Non sono un rincoglionito che abbocca ad ogni fesseria che circola in rete, ma credo che la realtà sia un po' diversa da come se la immagina chi pensa solo alla partita o da chi passa il tempo a rimirarsi l'ombelico.
Io sono un complottista ma sono anche molto scettico.
Il dubbio viene prima di tutto.
Non so se il signoraggio sia un sistema per schiavizzare l'uomo, non so se le scie chimiche esistono davvero, se c'entrano qualcosa con Haarp, se avvengono davvero le interferenze aliene, se il Bilderberg sia un covo di Illuminati, etc etc etc.
Credo che la nostra libertà sia solo apparente e non mi stupirei affatto se tutte le cose che ho elencato fossero vere. Interessandomi all'argomento, anche prima di scrivere The Secret, mi è venuto il sospetto che la tana del Bianconiglio sia molto, molto profonda.
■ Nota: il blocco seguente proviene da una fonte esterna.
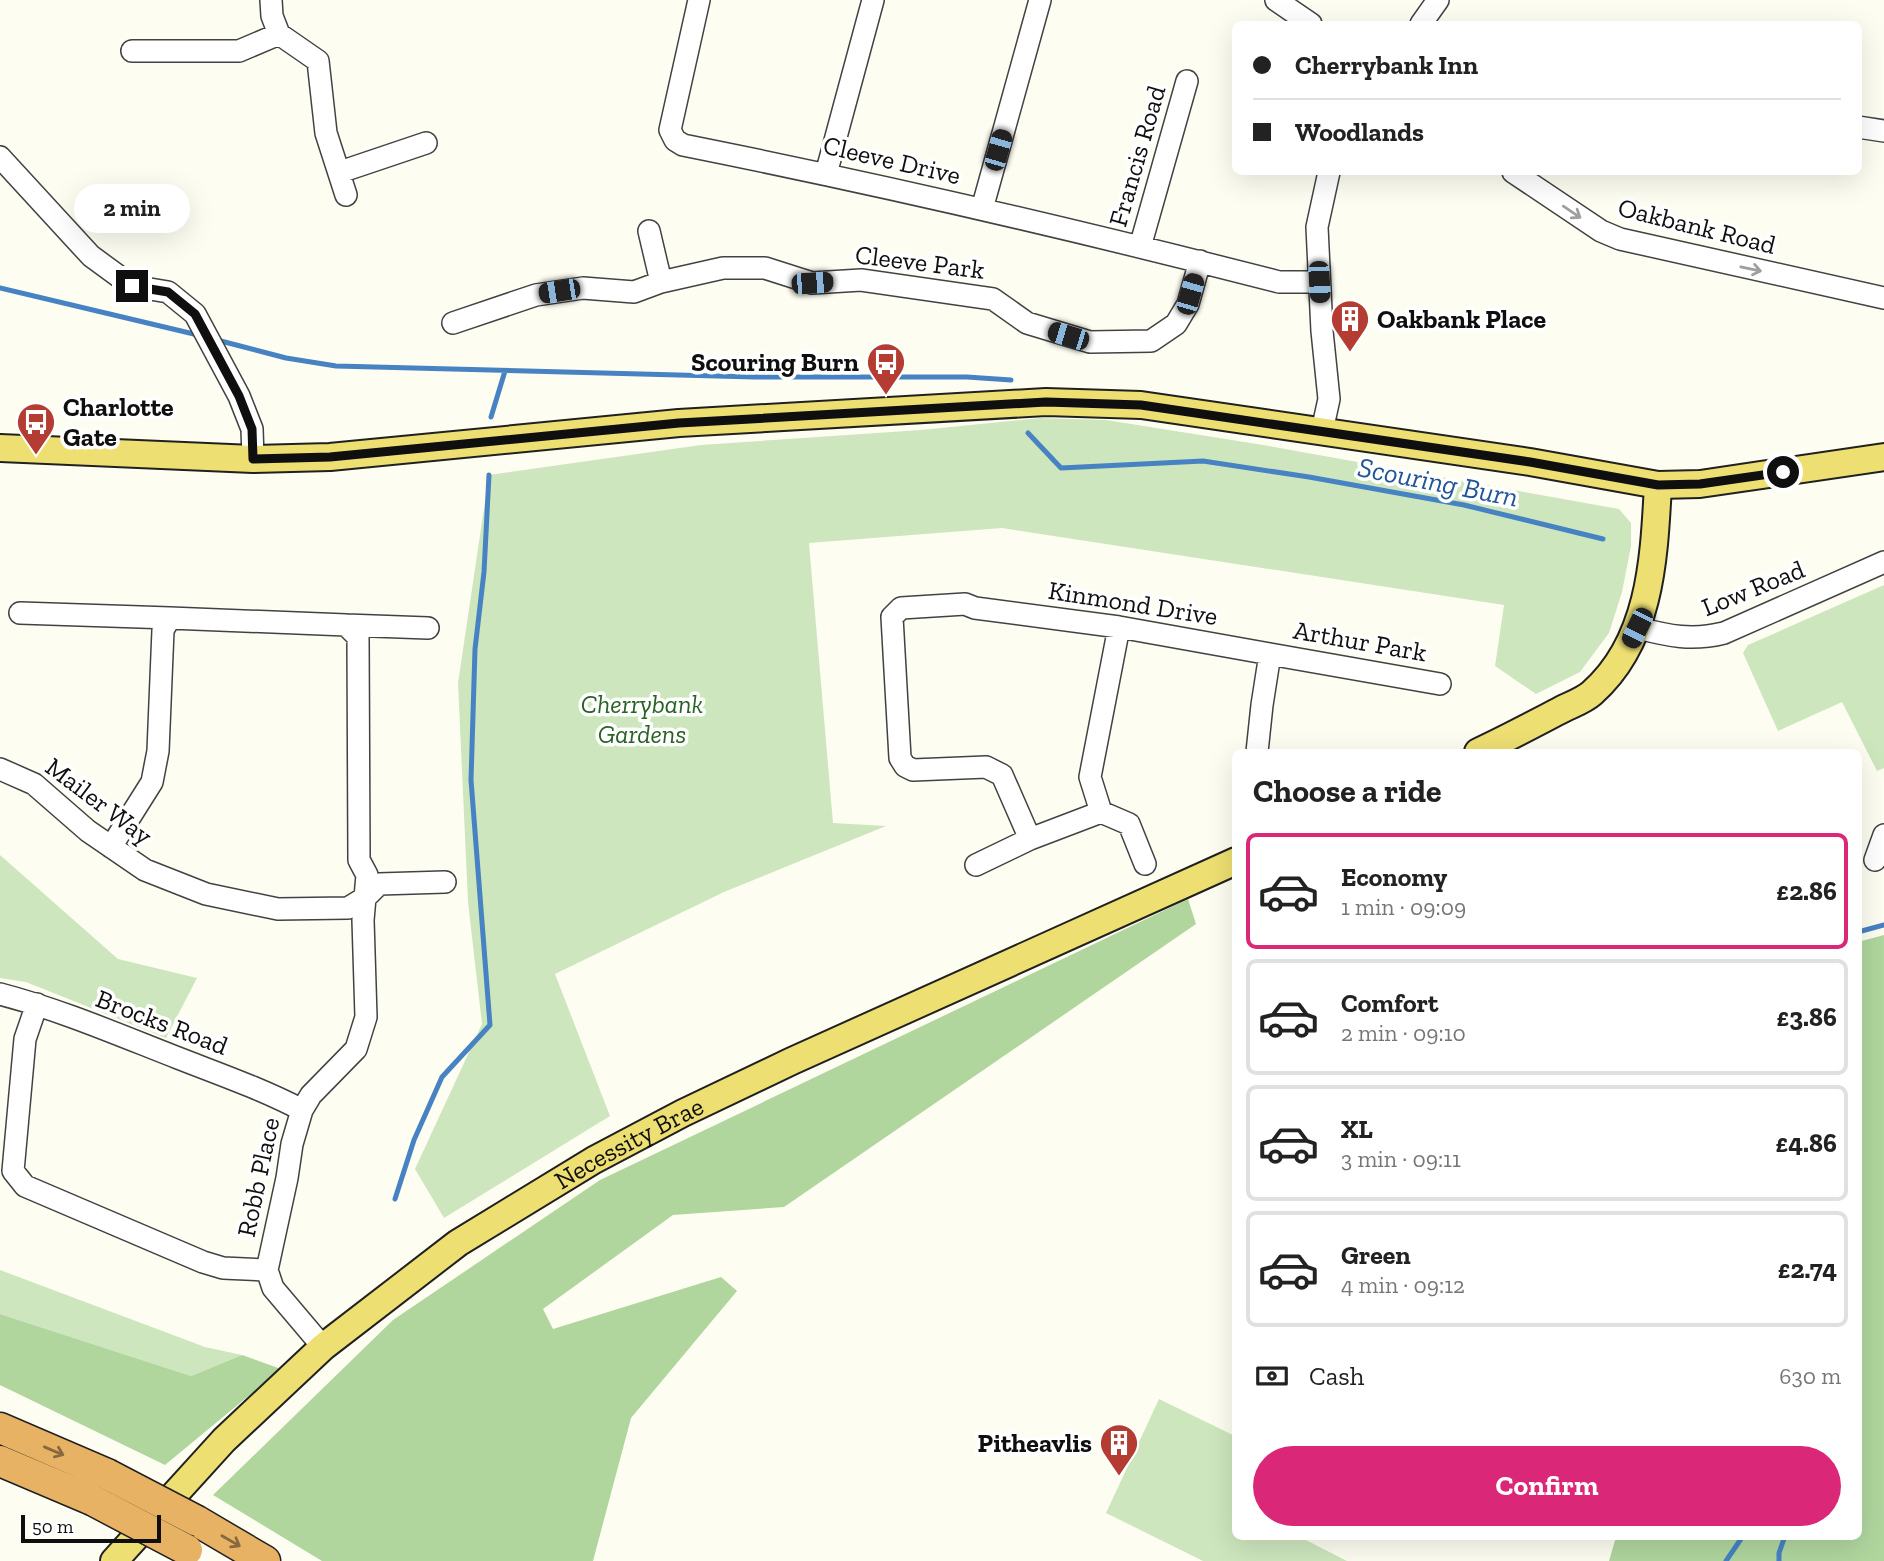 <!DOCTYPE html>
<meta charset="utf-8">
<style>
body{margin:0;font-family:"Zilla Slab",serif;background:#f2f2f2;color:#222;height:100vh;display:flex;flex-direction:column;font-size:26px;white-space:nowrap}
*{box-sizing:border-box;margin:0}
p{font-size:23px;color:#767676}
.icon{flex:none;width:38px;height:38px;fill:none;stroke:currentColor;stroke-width:2;stroke-linecap:round;stroke-linejoin:round}
.map{position:relative;flex:1;overflow:hidden}
.drawer{position:absolute;left:1232px;top:749px;width:630px;height:791px;display:flex;flex-direction:column;background:#fff;border-radius:10px;box-shadow:0 7px 28px #0002}
.drawer>*{flex:none}
.guide{position:absolute;left:1232px;top:21px;width:630px;height:154px;border-radius:10px;box-shadow:0 7px 28px #0002;display:grid;align-content:center;height:154px;padding:0 21px;background:#fff}
.scale{position:absolute;left:21px;bottom:18px;width:140px;box-sizing:border-box;padding-left:7px;border:4px solid #0f0f0f;border-top:0;font-size:19px;line-height:24px;white-space:nowrap;color:#0f0f0f;-webkit-text-stroke:5px #fff;paint-order:stroke}
.end{position:absolute;width:32px;height:32px;margin:-16px;border:9px solid #0f0f0f;background:#fff;box-shadow:0 0 0 4px #fff}
.from{border-radius:50%}
.bubble{position:absolute;height:49px;border-radius:24px;background:#fff;box-shadow:0 7px 28px #0002;font-size:23px;font-weight:700;line-height:49px;text-align:center}
.car{position:absolute;width:21px;height:42px;margin:-21px -10px;border-radius:9px;box-shadow:0 0 5px 2px #0007;background:linear-gradient(#222 24%,#8ab4d8 0 40%,#222 0 76%,#8ab4d8 0 86%,#222 0)}
.guide b{display:flex;align-items:center;gap:24px;height:66px;font-size:26px}
.guide b+b{border-top:2px solid #e0e0e0}
.guide i{width:18px;height:18px;background:#222}
ul{padding:0;list-style:none}
li{display:flex;align-items:center;gap:21px;height:116px;margin:0 14px 10px;padding:0 7px;border:4px solid #e0e0e0;border-radius:10px}
li div{flex:1}
li b{display:block;font-size:26px}
li em{font-style:normal;font-weight:700}
li.selected{border-color:#db2777}
li>.icon{width:63px;height:63px;stroke-width:1.5}
h2{padding:0 21px;font-size:32px;line-height:84px}
.pay{display:flex;align-items:center;gap:18px;height:77px;padding:0 21px;font-size:26px}
.pay p{margin-inline-start:auto}
.cta{display:flex;gap:14px;margin-top:auto;padding:14px 21px}
.cta a{flex:1;height:80px;border-radius:42px;background:#db2777;color:#fff;font-size:28px;font-weight:700;line-height:80px;text-align:center}
.map>svg:first-child{display:block}
.green{fill:#cde6bd}
.forest{fill:#b0d69e}
.lines{fill:none;stroke-linecap:round;stroke-linejoin:round}
.stream{stroke:#4782c3;stroke-width:5}
.minor-casing{stroke:#424242;stroke-width:24}
.major-casing{stroke:#202020;stroke-width:30}
.highway-casing{stroke:#202020;stroke-width:33}
.minor{stroke:#fff;stroke-width:21}
.major{stroke:#eddf72;stroke-width:26}
.highway{stroke:#e8b265;stroke-width:30}
.highway-bridge-casing{stroke:#202020;stroke-width:33;stroke-linecap:butt}
.highway-bridge{stroke:#e8b265;stroke-width:30}
.oneway{stroke:#9f9f9f}
.oneway2{stroke:#86693e}
.route{stroke:#0f0f0f;stroke-width:9}
.labels{text-anchor:middle;dominant-baseline:central;stroke-width:7;stroke-linejoin:round;paint-order:stroke}
.street-label{font-size:26px;fill:#0f0f0f;stroke:#fff}
.poi-label{font-size:26px;font-weight:bold;fill:#0f0f0f;stroke:#fff;text-anchor:start}
.park-label{font-size:26px;font-style:italic;fill:#296224;stroke:#fff}
.water-label{font-size:28px;font-style:italic;fill:#225597;stroke:#fff}
</style>
<div class="map">
<svg width="1884" height="1561" viewBox="0 0 1884 1561">
<rect width="100%" height="100%" fill="#fefdf2"/>
<path class="green" d="M 1041,418 L 1106,420 L 1263,445 L 1619,509 L 1631,523 L 1631,546 L 1622,592 L 1609,633 L 1580,672 L 1536,694 L 1495,666 L 1504,605 L 1002,528 L 809,543 L 833,823 L 886,826 L 724,892 L 555,974 L 610,1116 L 444,1218 L 415,1169 L 482,1024 L 468,902 L 458,683 L 489,475 L 701,445 L 921,430 Z
M 1884,585 L 1884,768 L 1877,771 L 1842,702 L 1778,731 L 1743,653 L 1748,645 Z
M 0,855 L 118,959 L 197,978 L 166,1038 L 26,982 L 0,978 Z
M 0,1270 L 205,1347 L 242,1355 L 191,1376 L 0,1314 Z
M 1159,1399 L 1235,1436 L 1236,1536 L 1300,1537 L 1347,1561 L 1203,1561 L 1106,1513 Z"/>
<path class="forest" d="M 1188,899 L 1196,924 L 784,1207 L 673,1215 L 543,1309 L 553,1329 L 721,1277 L 737,1291 L 631,1418 L 593,1561 L 322,1561 L 213,1495 L 393,1320 L 600,1180 Z
M 1884,935 L 1884,1561 L 1609,1561 L 1616,1537 L 1858,1536 L 1858,942 Z
M 0,1314 L 191,1376 L 242,1355 L 281,1369 L 165,1465 L 0,1385 Z"/>
<g class="lines">
<path class="stream" d="M 0,288 L 198,335
M 217,340 L 286,358 L 336,366 L 754,377 L 967,377 L 1011,380
M 491,417 L 505,371
M 1028,433 L 1061,468 L 1203,461 L 1309,477 L 1464,505 L 1603,539
M 1858,932 L 1884,925
M 395,1199 L 414,1140 L 442,1077 L 490,1025 L 471,780 L 475,649 L 484,572 L 489,475
M 1726,1561 L 1743,1536
M 1779,1561 L 1779,1553 L 1785,1536"/>
<g class="minor-casing">
<path id="minor" d="M 271,0 L 272,16 L 279,34
M 699,0 L 670,130 L 675,140 L 683,145 C 883,185 1081,231 1279,282 L 1319,282
M 1276,0 L 1311,24
M 1421,24 L 1438,0
M 132,51 L 239,51 L 279,34 L 318,61 L 326,133 L 346,195
M 1858,127 L 1884,131
M 0,157 L 91,256 L 132,286 L 168,292 L 195,314 L 239,396 L 252,429 L 253,459
M 340,172 L 426,143
M 1513,172 L 1601,231 L 1620,239 L 1884,298
M 826,174 L 873,0
M 982,209 L 1040,0
M 649,231 L 661,282
M 1140,247 L 1187,81
M 453,323 L 536,295 L 583,288 L 634,292 L 661,282 L 723,268 L 765,268 L 812,283 L 861,280 L 993,299 L 1027,323 L 1090,342 L 1151,341 L 1176,324 L 1188,304 L 1200,261
M 1322,431 L 1329,399 L 1322,331 L 1317,227 L 1329,172
M 20,613 L 170,618
M 346,625 L 428,628
M 1638,628 C 1669,636 1692,641 1724,633 L 1884,562
M 1270,654 L 1440,684
M 0,769 L 34,784 L 88,831 L 145,870 L 206,894 L 278,909 L 348,908 L 366,897 L 379,884 L 445,882
M 1101,812 L 1129,824 L 1145,864
M 1030,839 L 1101,812 L 1090,777 L 1119,627
M 111,847 L 152,782 L 158,751 L 163,630 L 170,618 L 346,625 L 358,637 L 359,860 L 367,875 L 363,920 L 366,1017 L 356,1049 L 311,1095 L 302,1110 L 292,1144 L 287,1178 L 267,1270 L 273,1288 L 323,1347
M 1875,860 L 1884,835
M 976,865 L 1030,839 L 1002,775 L 986,767 L 913,770 L 905,766 L 900,758 L 892,617 L 901,608 L 965,604 L 975,608 L 1119,627 L 1270,654 L 1262,705 L 1257,752
M 0,994 C 61,1010 119,1035 178,1058 C 219,1074 262,1089 302,1110
M 37,1004 L 25,1039 L 13,1171 L 25,1186 L 203,1262 L 223,1268 L 267,1270"/>
</g>
<g class="major-casing">
<g id="major">
<path d="M 0,448 L 253,459 L 330,457 L 679,423 L 1046,402 L 1141,405 L 1530,462 L 1658,485 L 1700,484 L 1884,457"/>
<path d="M 1478,752 C 1506,739 1532,725 1559,711 C 1570,705 1583,701 1592,693 C 1651,641 1654,558 1658,485"/>
<path id="s1" d="M 114,1561 L 224,1440 L 323,1347 L 458,1243 L 594,1160 L 683,1113 L 792,1061 L 1236,861"/>
</g>
</g>
<g class="highway-casing">
<path id="highway" d="M 0,1428 L 107,1474
M 0,1461 L 92,1500
M 197,1521 L 265,1561"/>
</g>
<use href="#minor" class="minor"/>
<use href="#major" class="major"/>
<use href="#highway" class="highway"/>
<g class="highway-bridge-casing">
<path id="highway-bridge" d="M 107,1474 L 197,1521
M 92,1500 L 187,1550"/>
</g>
<use href="#highway-bridge" class="highway-bridge"/>
</g>
<defs><path id="oneway-shaft" d="M-6 0H5M1.5-3L5.5 0L1.5 3" fill="none" stroke-width="1.6" stroke-linecap="round" stroke-linejoin="round" transform="scale(1.75)"/></defs>
<g class="oneway">
<use href="#oneway-shaft" transform="translate(1572 212) rotate(34)"/>
<use href="#oneway-shaft" transform="translate(1751 269) rotate(12)"/>
</g>
<g class="oneway2">
<use href="#oneway-shaft" transform="translate(54 1451) rotate(23)"/>
<use href="#oneway-shaft" transform="translate(231 1541) rotate(30)"/>
</g>
<g class="lines">
<path class="route" d="M 132,286 L 168,292 L 195,314 L 239,396 L 252,429 L 253,459 L 330,457 L 679,423 L 1046,402 L 1141,405 L 1530,462 L 1658,485 L 1700,484 L 1783,472"/>
</g>
<defs>
<g id="building-pin" transform="scale(2.0125)"><path d="M0 17L-7.5 6A9.5 9.5 0 1 1 7.5 6Z" fill="#b43c32" stroke="#fff"/><path d="M-4-6H4V6H1V3H-1V6H-4ZM-2.5-4.3h1.7v1.8h-1.7ZM.8-4.3h1.7v1.8H.8ZM-2.5-1h1.7V.8h-1.7ZM.8-1h1.7V.8H.8Z" fill="#fff"/></g>
<g id="bus-pin" transform="scale(2.0125)"><path d="M0 17L-7.5 6A9.5 9.5 0 1 1 7.5 6Z" fill="#b43c32" stroke="#fff"/><path d="M-5-6H5V4H4V6H2V4H-2V6H-4V4H-5ZM-3.5-4V0h7V-4ZM-3.5 1.2v1.5H-2V1.2ZM2 1.2v1.5H3.5V1.2Z" fill="#fff"/></g>
</defs>
<g fill-rule="evenodd">
<use href="#building-pin" x="1350" y="319"/>
<use href="#bus-pin" x="886" y="362"/>
<use href="#bus-pin" x="36" y="422"/>
<use href="#building-pin" x="1119" y="1443"/>
</g>
<g class="labels">
<g class="street-label">
<text transform="translate(1137 156) rotate(-74)">Francis Road</text>
<text transform="translate(892 160) rotate(13)">Cleeve Drive</text>
<text transform="translate(1697 226) rotate(14)">Oakbank Road</text>
<text transform="translate(920 262) rotate(7)">Cleeve Park</text>
<text transform="translate(1753 588) rotate(-22)">Low Road</text>
<text transform="translate(1133 603) rotate(9)">Kinmond Drive</text>
<text transform="translate(1360 641) rotate(10)">Arthur Park</text>
<text transform="translate(99 801) rotate(37)">Mailer Way</text>
<text transform="translate(162 1022) rotate(21)">Brocks Road</text>
<text stroke="none"><textPath href="#s1" startOffset="668">Necessity Brae</textPath></text>
<text transform="translate(258 1177) rotate(-78)">Robb Place</text>
</g>
<g class="poi-label">
<text x="1377" y="319">Oakbank Place</text>
<text x="859" y="362" text-anchor="end">Scouring Burn</text>
<text x="63" y="407">Charlotte<tspan x="63" dy="30">Gate</tspan></text>
<text x="1092" y="1443" text-anchor="end">Pitheavlis</text>
</g>
<g class="park-label">
<text x="642" y="704">Cherrybank<tspan x="642" dy="30">Gardens</tspan></text>
</g>
<g class="water-label">
<text transform="translate(1438 482) rotate(11)">Scouring Burn</text>
</g>
</g>
</svg>
<div class="scale">50 m</div>
<i class="end from" style="left:1783px;top:472px"></i>
<i class="end" style="left:132px;top:286px"></i>
<div class="bubble" style="left:74px;top:184px;width:116px">2 min</div>
<i class="car" style="left:998px;top:150px;rotate:16deg"></i>
<i class="car" style="left:1319px;top:282px;rotate:177deg"></i>
<i class="car" style="left:812px;top:283px;rotate:86deg"></i>
<i class="car" style="left:559px;top:291px;rotate:261deg"></i>
<i class="car" style="left:1190px;top:294px;rotate:16deg"></i>
<i class="car" style="left:1068px;top:336px;rotate:287deg"></i>
<i class="car" style="left:1637px;top:628px;rotate:206deg"></i>
<div class="guide">
<b><i class="from"></i>Cherrybank Inn</b>
<b><i></i>Woodlands</b>
</div>
<section class="drawer">
<h2>Choose a ride</h2>
<ul>
<li class="selected"><svg class="icon" aria-label="car" viewBox="0 0 24 24"><path d="M5 17H2v-5l4-1 3-4h7l3 4 3 1v5h-3M9 17h6M6 11h13"/><circle cx="7" cy="17" r="2"/><circle cx="17" cy="17" r="2"/></svg><div><b>Economy</b><p>1 min · 09:09</p></div><em>£2.86</em></li>
<li><svg class="icon" aria-label="car" viewBox="0 0 24 24"><path d="M5 17H2v-5l4-1 3-4h7l3 4 3 1v5h-3M9 17h6M6 11h13"/><circle cx="7" cy="17" r="2"/><circle cx="17" cy="17" r="2"/></svg><div><b>Comfort</b><p>2 min · 09:10</p></div><em>£3.86</em></li>
<li><svg class="icon" aria-label="car" viewBox="0 0 24 24"><path d="M5 17H2v-5l4-1 3-4h7l3 4 3 1v5h-3M9 17h6M6 11h13"/><circle cx="7" cy="17" r="2"/><circle cx="17" cy="17" r="2"/></svg><div><b>XL</b><p>3 min · 09:11</p></div><em>£4.86</em></li>
<li><svg class="icon" aria-label="car" viewBox="0 0 24 24"><path d="M5 17H2v-5l4-1 3-4h7l3 4 3 1v5h-3M9 17h6M6 11h13"/><circle cx="7" cy="17" r="2"/><circle cx="17" cy="17" r="2"/></svg><div><b>Green</b><p>4 min · 09:12</p></div><em>£2.74</em></li>
</ul>
<div class="pay"><svg class="icon" aria-label="cash" viewBox="0 0 24 24"><path d="M3 7h18v10H3z"/><circle cx="12" cy="12" r="2"/></svg>Cash<p>630 m</p></div>
<div class="cta"><a>Confirm</a></div>
</section>
</div>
Ma no, non ho scritto questo post per parlare delle varie teorie del complotto, l'ho scritto come risposta a chi, specialmente colleghi fumettari, passa i pomeriggi facebocchiani a sfottere chi si interessa all'argomento. Per carità, la satira spesso è d'obbligo, ma mi chiedo in quanti di voi si siano presi davvero la briga di leggere qualche libro sulle varie questioni, e non soffermarsi solo alle condivisioni sui social network.
Non sto dicendo che è vietato lo sfottò, anzi. Francamente partecipo volentieri all'ironia, ma sembrate i bulli che prendono per il culo i compagniucci di scuola più sensibili. Proprio voi che se la critica vi attacca o i colleghi storcono la bocca alle vostre scelte lavorative e artistiche, vi piccate e vi offendete. Cosa c'entra? C'entra, c'entra, perché è sempre brutto credere di essere migliori degli altri.